Monday, September 12, 2011

Pay Attention to Me!

I love my characters; all of 'em. Some are easier to deal with than others, but bless their cotton socks, I love them all.


From time to time, each of us has to deal with that persnickety character who seems to stamp their foot and demand more time on the front burner instead of the back.

It's that maiden aunt who you were sure was only needed for two scenes, three at most, who now has put down her crocheting and is standing smack-dab in the middle (or next door) to the crime scene.

It's your female main character's quirky best friend who was supposed to be a shoulder for your main character to lean on, or take her to colourful bars and insist she swallow far too many drinks with little umbrellas in them. Now you've realized that actually this character is a far better match for your main character's Prince Charming than she is.

The word you're searching for is 'crap-doodle'.

It's that odd uncle (or whoever) that you simply put into the plot for comedic relief who is now spouting all sorts of wisdom and seems to know what's going on better than your detective.

Yes, it's all part of the writing process, but it's also a really good reason to bang your head against the wall.

As the veteran of more than a few head bruises, let me say...don't do it. Instead, take three steps away from your manuscript (and the wall, while we're at it) and look at the entire plot. This attention-grabbing character might just be doing you a huge favour.

In the past, these characters have made me discover plot holes and character inconsistencies I might not have tripped over for weeks. They've made me re-think plots. They've even...made me change endings.

However, they might also be jumping up and down demanding attention because they're attention-mongers.

If you've got one of these whistle-blowing characters, take a moment and listen to them. You might have to pat them on the head and send them on their way, but you might also have to shake their hand because they just saved your story.


  1. Elspeth - Such good advice! That happened to me with the manuscript I just finished. One of my minor characters decided he wanted a major part in the novel. The noive! But I gave it to him and the book is much better, I think, for it.

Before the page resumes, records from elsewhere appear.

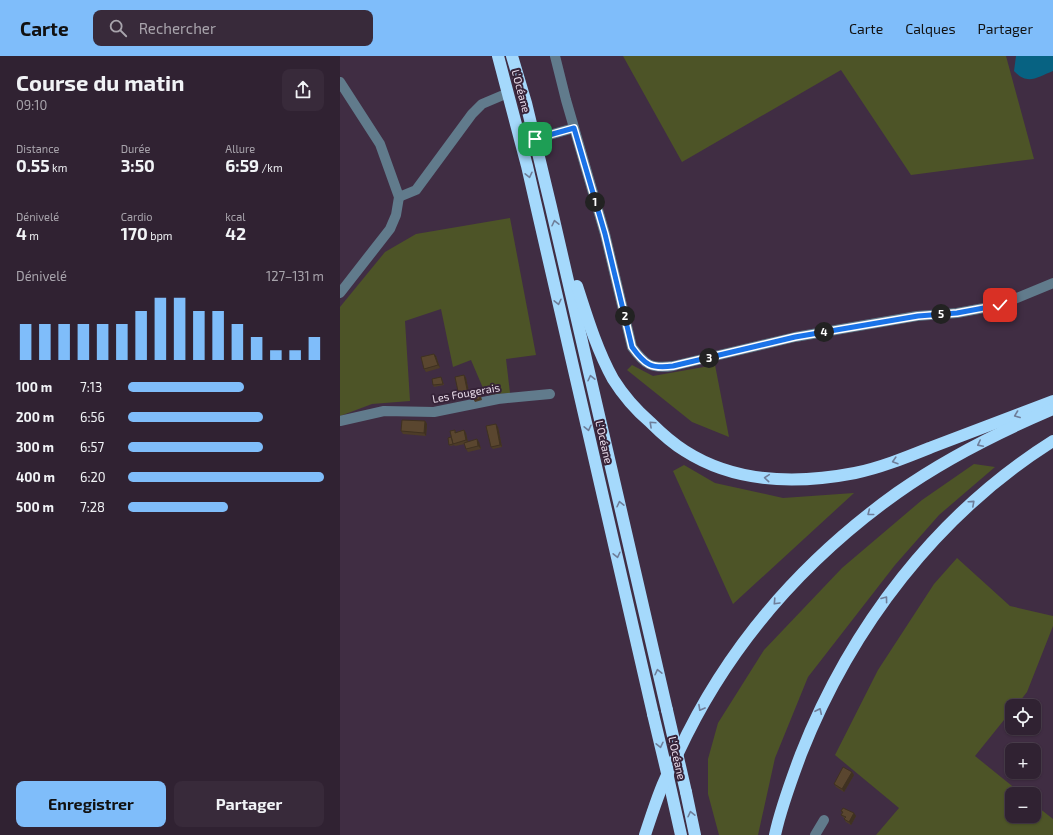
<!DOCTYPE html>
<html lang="fr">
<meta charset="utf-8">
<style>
:root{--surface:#302232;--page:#382a3a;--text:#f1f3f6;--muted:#a8a4ac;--line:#4b3f4d;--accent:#7fbdfa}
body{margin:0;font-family:"Exo 2",sans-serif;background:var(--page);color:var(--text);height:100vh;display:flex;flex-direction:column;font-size:15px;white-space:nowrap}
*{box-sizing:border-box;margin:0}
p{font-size:13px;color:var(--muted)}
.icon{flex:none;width:22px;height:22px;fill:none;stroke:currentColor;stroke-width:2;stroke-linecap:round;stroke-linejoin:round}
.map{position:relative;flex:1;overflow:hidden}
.side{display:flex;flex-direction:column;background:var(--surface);width:340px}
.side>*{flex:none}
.controls{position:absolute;left:665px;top:643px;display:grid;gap:8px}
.controls a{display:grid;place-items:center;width:36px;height:36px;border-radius:8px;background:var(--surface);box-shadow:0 1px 3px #0004,0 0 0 1px var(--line);font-size:20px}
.pin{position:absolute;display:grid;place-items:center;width:34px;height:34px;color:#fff;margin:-17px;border-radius:8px;box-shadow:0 2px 6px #0006}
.km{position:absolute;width:20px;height:20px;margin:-10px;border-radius:50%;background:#222;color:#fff;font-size:11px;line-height:20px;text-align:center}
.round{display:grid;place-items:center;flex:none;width:42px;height:42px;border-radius:8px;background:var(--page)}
.overview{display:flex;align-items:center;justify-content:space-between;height:68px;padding:0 16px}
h1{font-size:22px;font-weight:700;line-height:30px}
.metrics{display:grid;grid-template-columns:repeat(3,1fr);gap:6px;height:68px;padding:4px 16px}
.metrics div{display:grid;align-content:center}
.metrics b{font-size:17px;font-weight:700}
.metrics small{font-size:11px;font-weight:400}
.metrics p{font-size:11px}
.chart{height:112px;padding:8px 16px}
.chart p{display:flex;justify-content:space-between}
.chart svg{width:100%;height:72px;margin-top:4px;stroke:var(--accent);stroke-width:6}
.action{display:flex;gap:8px;margin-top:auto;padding:8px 16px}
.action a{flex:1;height:46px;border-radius:8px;background:var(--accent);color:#111;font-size:16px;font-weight:700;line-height:46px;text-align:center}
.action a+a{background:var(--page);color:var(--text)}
ul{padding:0 16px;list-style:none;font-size:13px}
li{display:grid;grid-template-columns:64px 48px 1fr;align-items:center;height:30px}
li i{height:10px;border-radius:5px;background:var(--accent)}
header{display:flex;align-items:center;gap:24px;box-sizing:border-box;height:56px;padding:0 20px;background:var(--accent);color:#111}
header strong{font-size:19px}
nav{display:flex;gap:22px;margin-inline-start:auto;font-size:14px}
.search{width:280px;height:36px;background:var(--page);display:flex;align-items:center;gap:10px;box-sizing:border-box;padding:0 14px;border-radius:8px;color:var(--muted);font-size:15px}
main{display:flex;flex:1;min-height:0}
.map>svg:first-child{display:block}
.green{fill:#4d5427}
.water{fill:#076282}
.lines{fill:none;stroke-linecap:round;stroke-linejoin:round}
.minor{stroke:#617b8c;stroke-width:10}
.highway{stroke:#a5d9fc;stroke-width:12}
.highway-bridge{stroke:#a5d9fc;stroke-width:12}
.wall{fill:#4d3c28}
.shaded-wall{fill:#3f3121}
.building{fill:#5a462f;stroke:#3f3121}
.oneway{stroke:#6e7e9a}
.route-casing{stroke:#fff;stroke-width:8}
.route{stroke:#1a73e8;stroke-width:5}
.labels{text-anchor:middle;stroke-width:4;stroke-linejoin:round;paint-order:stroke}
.street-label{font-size:11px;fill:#eaddeb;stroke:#362338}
</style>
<header>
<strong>Carte</strong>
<div class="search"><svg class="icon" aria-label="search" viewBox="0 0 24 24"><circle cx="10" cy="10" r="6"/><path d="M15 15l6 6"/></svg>Rechercher</div>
<nav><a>Carte</a><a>Calques</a><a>Partager</a></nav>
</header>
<main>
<section class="side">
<div class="overview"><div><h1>Course du matin</h1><p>09:10</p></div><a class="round"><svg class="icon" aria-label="share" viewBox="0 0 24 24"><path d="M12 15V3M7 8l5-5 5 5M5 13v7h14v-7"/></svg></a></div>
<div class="metrics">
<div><p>Distance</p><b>0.55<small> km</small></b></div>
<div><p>Durée</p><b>3:50</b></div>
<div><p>Allure</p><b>6:59<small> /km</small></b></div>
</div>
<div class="metrics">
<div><p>Dénivelé</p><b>4<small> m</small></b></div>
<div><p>Cardio</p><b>170<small> bpm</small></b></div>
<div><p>kcal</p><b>42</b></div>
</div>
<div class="chart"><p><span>Dénivelé</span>127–131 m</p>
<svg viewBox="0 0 160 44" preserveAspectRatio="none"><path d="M5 44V22M15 44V22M25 44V22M35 44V22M45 44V22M55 44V22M65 44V14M75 44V6M85 44V6M95 44V14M105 44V14M115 44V22M125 44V30M135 44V38M145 44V38M155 44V30"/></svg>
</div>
<ul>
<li><b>100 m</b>7:13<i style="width:59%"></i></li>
<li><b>200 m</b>6:56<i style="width:69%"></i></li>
<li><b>300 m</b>6:57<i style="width:69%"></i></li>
<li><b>400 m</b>6:20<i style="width:100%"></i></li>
<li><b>500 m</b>7:28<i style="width:51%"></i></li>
</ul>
<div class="action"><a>Enregistrer</a><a>Partager</a></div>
</section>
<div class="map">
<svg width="713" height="779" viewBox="0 0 713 779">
<rect width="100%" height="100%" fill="#402d43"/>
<g class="green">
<path d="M283,0H666L694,103L571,119L501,14L342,106Z"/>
<path d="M170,162L196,299L166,303L170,337L146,339L131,304L113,311L101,253L65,265L70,345L32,348L0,360V251L45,196L76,178Z"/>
<path d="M292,309L313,320L375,309L389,381L352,366L287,314Z"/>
<path d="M634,408L655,411L599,459L555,509L468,621L435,702L418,779H379L368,738V703L378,667L424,594L502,512L582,444Z"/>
<path d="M344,409L375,427L443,442L514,437L393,548L333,415Z"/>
<path d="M617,502L670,550L713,560V570L687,636L676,650H672V654L635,700L682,738H672V760H694V748L713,763V779H536L559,752L495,699L538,614L594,528Z"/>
</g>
<path class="water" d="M676,0H713V15C697,21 688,30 674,15Z"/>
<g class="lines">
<g class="minor">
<path d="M215,0L226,44L265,178L292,291C305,309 311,313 333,310L455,281L577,260L617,257L660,249L713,227"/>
<path d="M0,26L40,88L59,141L56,159L50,173L0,237"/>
<path d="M195,83L234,72"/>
<path d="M59,141L76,134L132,58L142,48L168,37"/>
<path d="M0,365L44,355L94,356L158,343L210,338"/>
<path d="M475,779L484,764"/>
</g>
<g class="highway">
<path d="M158,0L187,110L313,658"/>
<path d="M172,0L186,47L211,151L327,654"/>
<path d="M237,230C247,261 257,294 273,323C283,339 296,354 310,366C321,377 332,387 345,395C395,427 458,428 515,417C540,412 567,401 592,391C632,376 673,360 713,345"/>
<path d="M328,721L341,779"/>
<path d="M346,736L355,779"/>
<path d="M305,779C310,764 315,748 321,733C326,720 332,709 338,697C387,591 462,505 557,437C605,403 659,376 713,353"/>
<path d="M435,779C441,751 451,725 461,698C511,571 597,458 713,385"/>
</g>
<g class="highway-bridge">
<path d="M327,654L346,736"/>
<path d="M313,658L328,721"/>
</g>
</g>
<g class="wall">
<path d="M96,300L100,312L86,316L84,313Z"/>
<path d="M124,319L126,322L130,341L121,343L119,340Z"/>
<path d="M102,323L104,329L94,331L93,329Z"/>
<path d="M139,334L140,336L142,344L135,346L134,344Z"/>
<path d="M85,365L87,368L86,380L63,378L61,375Z"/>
<path d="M158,371L162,391L153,393L151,391Z"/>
<path d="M115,374L116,376L124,374L126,377L128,386H139L141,393L128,396L126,393L125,388L115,390L114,389L111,390L109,389L111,381Z"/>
<path d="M512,716L514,719L504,736L496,731L494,728Z"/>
<path d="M501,755L516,760L511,769L506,766L504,763L505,762H504L501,759L502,757Z"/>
</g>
<g class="shaded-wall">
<path d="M94,298L96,300L100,312L98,309Z"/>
<path d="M124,319L126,322L130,341L128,338Z"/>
<path d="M85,365L87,368L86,380L84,377Z"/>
<path d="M156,368L158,371L162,391L160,389Z"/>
<path d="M124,374L126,377L128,387L126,384Z"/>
<path d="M137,383L139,386L141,393L138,390Z"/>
<path d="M512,716L514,719L504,736L502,733Z"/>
<path d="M514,757L516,760L511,769L509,766Z"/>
</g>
<g class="building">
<path d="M94,298L98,309L84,313L81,301Z"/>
<path d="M124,319L128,338L119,340L115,321Z"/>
<path d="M101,321L103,328L93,329L92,323Z"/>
<path d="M139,334L140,343L134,344L132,336Z"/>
<path d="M62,364L85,365L84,377L61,375Z"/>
<path d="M156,368L160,389L151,391L146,370Z"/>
<path d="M115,374V377L124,374L126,384L113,388L110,375Z"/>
<path d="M111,381L113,388L109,389L108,382Z"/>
<path d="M137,383L138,390L126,393L124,387Z"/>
<path d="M503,711L512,716L502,733L494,728Z"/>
<path d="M503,752L514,757L509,766L504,763L506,761L501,759L503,756L501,755Z"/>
</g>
<defs><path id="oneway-chevron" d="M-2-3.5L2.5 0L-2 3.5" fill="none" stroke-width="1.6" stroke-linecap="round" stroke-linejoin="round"/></defs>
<g class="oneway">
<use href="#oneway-chevron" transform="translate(189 119) rotate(77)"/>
<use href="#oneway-chevron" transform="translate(215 167) rotate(-103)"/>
<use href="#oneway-chevron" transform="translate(218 246) rotate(77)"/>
<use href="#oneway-chevron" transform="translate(251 322) rotate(-103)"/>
<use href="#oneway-chevron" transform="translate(677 359) rotate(159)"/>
<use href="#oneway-chevron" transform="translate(312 368) rotate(-137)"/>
<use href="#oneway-chevron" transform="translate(248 372) rotate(77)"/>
<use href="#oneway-chevron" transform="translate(640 388) rotate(153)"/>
<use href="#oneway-chevron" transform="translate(555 405) rotate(163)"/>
<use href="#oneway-chevron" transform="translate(427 422) rotate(-175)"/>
<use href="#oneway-chevron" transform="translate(632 447) rotate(-42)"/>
<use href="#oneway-chevron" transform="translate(280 448) rotate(-103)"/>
<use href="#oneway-chevron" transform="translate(530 457) rotate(142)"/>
<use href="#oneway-chevron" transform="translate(277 499) rotate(77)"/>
<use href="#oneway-chevron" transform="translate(545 543) rotate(-53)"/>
<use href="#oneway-chevron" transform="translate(436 546) rotate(133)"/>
<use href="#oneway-chevron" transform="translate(318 616) rotate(-103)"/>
<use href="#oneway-chevron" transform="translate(361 652) rotate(119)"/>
<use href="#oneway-chevron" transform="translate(479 655) rotate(-65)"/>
<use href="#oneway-chevron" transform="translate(320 689) rotate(77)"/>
<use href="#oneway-chevron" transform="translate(351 758) rotate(-103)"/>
</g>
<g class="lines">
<defs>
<path id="route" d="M195,83L234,72L265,178L292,291C305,309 311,313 333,310L455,281L578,260L617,257L660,249"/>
</defs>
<use href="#route" class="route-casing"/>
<use href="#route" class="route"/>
</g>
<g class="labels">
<g class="street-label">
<text transform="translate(181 35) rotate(75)" y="4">L’Océane</text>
<text transform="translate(126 337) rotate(-10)" y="4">Les Fougerais</text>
<text transform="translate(264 386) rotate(77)" y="4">L’Océane</text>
<text transform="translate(337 702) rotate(77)" y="4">L’Océane</text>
</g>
</g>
</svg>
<div class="controls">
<a><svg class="icon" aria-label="locate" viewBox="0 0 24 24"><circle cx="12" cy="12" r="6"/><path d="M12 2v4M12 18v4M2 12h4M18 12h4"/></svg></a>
<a>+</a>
<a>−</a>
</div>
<div class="pin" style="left:195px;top:83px;background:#1e9e55"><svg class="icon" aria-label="arrive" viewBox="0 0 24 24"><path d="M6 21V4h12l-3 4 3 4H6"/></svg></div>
<div class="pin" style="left:660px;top:249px;background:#d93025"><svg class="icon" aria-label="check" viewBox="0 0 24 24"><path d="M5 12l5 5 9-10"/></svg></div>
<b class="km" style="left:255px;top:146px">1</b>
<b class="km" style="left:285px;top:260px">2</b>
<b class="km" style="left:369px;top:302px">3</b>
<b class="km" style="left:484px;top:276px">4</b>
<b class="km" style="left:601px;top:258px">5</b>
</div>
</main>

  2. Terry; I can certainly understand that happening!

    Carol; Alrighty then.

    Margot; I'm not surprised you listened to your instincts. I'm sure your new manuscript is fantastic.

  3. Interesting that you did this post as I was dealing with this problem. Like, Margot, I have a character in my current WIP that is wanting more and more of the limelight. I am going with that for now and think he might be right for being so demanding.

  4. Colin and Macca were supposed to be in one scene. Now I find myself wanting to write a whole damn story about them and Macca's cousin Benny. I'm sitting on it :-)

  5. Maryann; I highly recommend letting him have his say. I'll almost guarantee he'll say something worth hearing.

    Sarah; This is what early drafts are for!